Thanks to a tip from @revodavid, I used R’s density() function to perform kernel density estimation on the data. I’m certainly no expert with this stuff, but for some reason setting adjust to 0.5 (half the default bandwidth) garnered results more to what I was expecting. I don’t want to get too crazy altering the default results, though, as the idea isn’t to follow every little bump in the data, but rather to intelligently smooth the data to provide a good approximation. This isn’t life or death stuff here, so I figure it will be good enough for now.

One thing to point out with the data is that the times aren’t perfectly measured. Time is continuous in nature, yet (prior to the 2009 playoffs, at least) we never see fractional seconds in the play-by-play. The way the data is collected is also inexact. The shot events below show events that last past 24 seconds. Aside from actual errors in the time stamp on each play-by-play event, the shot event time isn’t actually recorded when the shot is taken. Thus we expect to run off more than 24 seconds for some shots.

Time to Shot Events

To illustrate how long events take to occur, I’ve decided to show the estimated probability distributions for the time to shot events. These shot events include all 2pt and 3pt makes, misses, and shooting fouls drawn.

Period Start vs Timeout vs Inbounds After Foul

The graph below shows the probability distribution for the number of seconds that elapse before a shot event for plays that start at the beginning of a period, after a timeout, and inbounds after a foul.

Time to Shot Event (Period Start vs Timeout vs Inbounds After Foul)

Opponent Shot Made vs Live Def Reb vs Live Off Reb

The graph below shows the probability distribution for the number of seconds that elapse before a shot event for plays that start after an opponent’s made shot, a live defensive rebound, and a live offensive rebound.

Time to Shot Event (Opp Shot Made vs Live Def Reb vs Live Off Reb)

Dead Ball Turnover vs Steal

The graph below shows the probability distribution for the number of seconds that elapse before a shot event for plays that start after a dead ball turnover and steals.

Time to Shot Event (Dead Ball Turnovers vs Steals)

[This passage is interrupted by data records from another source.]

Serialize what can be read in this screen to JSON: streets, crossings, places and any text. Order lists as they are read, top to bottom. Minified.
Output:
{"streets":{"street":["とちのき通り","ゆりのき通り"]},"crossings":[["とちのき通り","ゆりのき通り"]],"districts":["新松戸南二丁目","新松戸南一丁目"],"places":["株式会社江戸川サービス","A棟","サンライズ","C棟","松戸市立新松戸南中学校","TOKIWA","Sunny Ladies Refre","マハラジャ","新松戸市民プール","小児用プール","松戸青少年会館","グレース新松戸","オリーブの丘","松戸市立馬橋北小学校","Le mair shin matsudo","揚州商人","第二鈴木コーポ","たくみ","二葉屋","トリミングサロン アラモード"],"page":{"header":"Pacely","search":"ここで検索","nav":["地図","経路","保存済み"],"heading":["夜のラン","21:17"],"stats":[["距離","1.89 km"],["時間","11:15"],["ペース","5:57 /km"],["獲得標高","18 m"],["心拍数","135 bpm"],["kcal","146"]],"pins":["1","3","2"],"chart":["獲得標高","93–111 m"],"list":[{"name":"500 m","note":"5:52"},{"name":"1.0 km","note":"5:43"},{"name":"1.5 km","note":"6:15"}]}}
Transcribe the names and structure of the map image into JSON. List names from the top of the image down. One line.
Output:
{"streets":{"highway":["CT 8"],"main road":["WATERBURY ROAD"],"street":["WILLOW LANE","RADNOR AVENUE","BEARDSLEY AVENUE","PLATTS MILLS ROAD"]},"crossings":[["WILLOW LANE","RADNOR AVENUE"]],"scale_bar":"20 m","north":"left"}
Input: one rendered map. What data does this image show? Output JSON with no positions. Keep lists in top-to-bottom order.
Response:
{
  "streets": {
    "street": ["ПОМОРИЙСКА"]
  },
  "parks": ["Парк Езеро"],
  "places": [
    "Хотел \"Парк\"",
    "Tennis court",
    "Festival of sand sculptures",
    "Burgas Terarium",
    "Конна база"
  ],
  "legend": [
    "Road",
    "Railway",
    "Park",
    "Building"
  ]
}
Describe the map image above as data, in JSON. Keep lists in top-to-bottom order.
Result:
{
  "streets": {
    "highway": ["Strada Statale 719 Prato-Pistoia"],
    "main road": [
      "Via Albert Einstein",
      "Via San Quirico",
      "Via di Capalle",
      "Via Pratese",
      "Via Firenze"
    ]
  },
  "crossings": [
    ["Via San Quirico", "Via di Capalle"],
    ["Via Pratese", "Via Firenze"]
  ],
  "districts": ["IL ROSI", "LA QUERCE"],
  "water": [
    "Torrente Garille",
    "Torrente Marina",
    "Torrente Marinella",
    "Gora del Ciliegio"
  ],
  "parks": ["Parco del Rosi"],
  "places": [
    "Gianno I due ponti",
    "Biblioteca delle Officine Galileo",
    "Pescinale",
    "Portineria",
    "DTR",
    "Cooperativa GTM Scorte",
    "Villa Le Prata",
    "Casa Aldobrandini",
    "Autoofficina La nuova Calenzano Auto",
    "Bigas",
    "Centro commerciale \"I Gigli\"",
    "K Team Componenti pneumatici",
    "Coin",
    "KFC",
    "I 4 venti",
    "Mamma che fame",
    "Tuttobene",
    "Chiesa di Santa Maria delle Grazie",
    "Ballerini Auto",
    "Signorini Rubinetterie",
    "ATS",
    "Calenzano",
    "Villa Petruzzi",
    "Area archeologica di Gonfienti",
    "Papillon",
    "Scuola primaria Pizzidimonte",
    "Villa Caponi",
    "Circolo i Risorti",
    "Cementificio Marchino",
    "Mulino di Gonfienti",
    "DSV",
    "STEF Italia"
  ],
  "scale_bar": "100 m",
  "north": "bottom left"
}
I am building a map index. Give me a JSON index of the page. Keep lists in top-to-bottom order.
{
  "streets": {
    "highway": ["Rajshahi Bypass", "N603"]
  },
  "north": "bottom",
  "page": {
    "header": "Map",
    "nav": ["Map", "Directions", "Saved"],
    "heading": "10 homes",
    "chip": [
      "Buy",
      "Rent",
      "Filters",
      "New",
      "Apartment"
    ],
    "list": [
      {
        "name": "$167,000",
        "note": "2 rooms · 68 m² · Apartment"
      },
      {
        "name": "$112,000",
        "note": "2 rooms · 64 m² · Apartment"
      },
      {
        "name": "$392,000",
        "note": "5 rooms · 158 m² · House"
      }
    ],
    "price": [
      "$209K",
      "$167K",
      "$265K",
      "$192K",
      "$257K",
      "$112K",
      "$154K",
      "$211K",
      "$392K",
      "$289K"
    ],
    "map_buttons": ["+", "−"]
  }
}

Explore These Distributions

The graphs above only illustrate the time to event distributions for shot events. There are other events like personal fouls and turnovers that warrant their own time to event distributions for simulation purposes.

You can use the following files to further examine these and other time to event distributions:

  • times.R - This R script creates the graphs above, and has some code that can be used to examine the distributions for personal fouls and turnovers.
  • times.csv - This CSV data file contains the elapsed times extracted from the play-by-play from the 06-07 to 08-09 regular seasons.

In the times.csv data file you can see the play starting events and the play ending events that you can then examine with times.R.

Summary

By estimating these distributions, we can now get a general idea as to how much time elapses for various NBA events. This will provide a starting point for being able to realistically simulate actual NBA periods versus simply X number of possessions.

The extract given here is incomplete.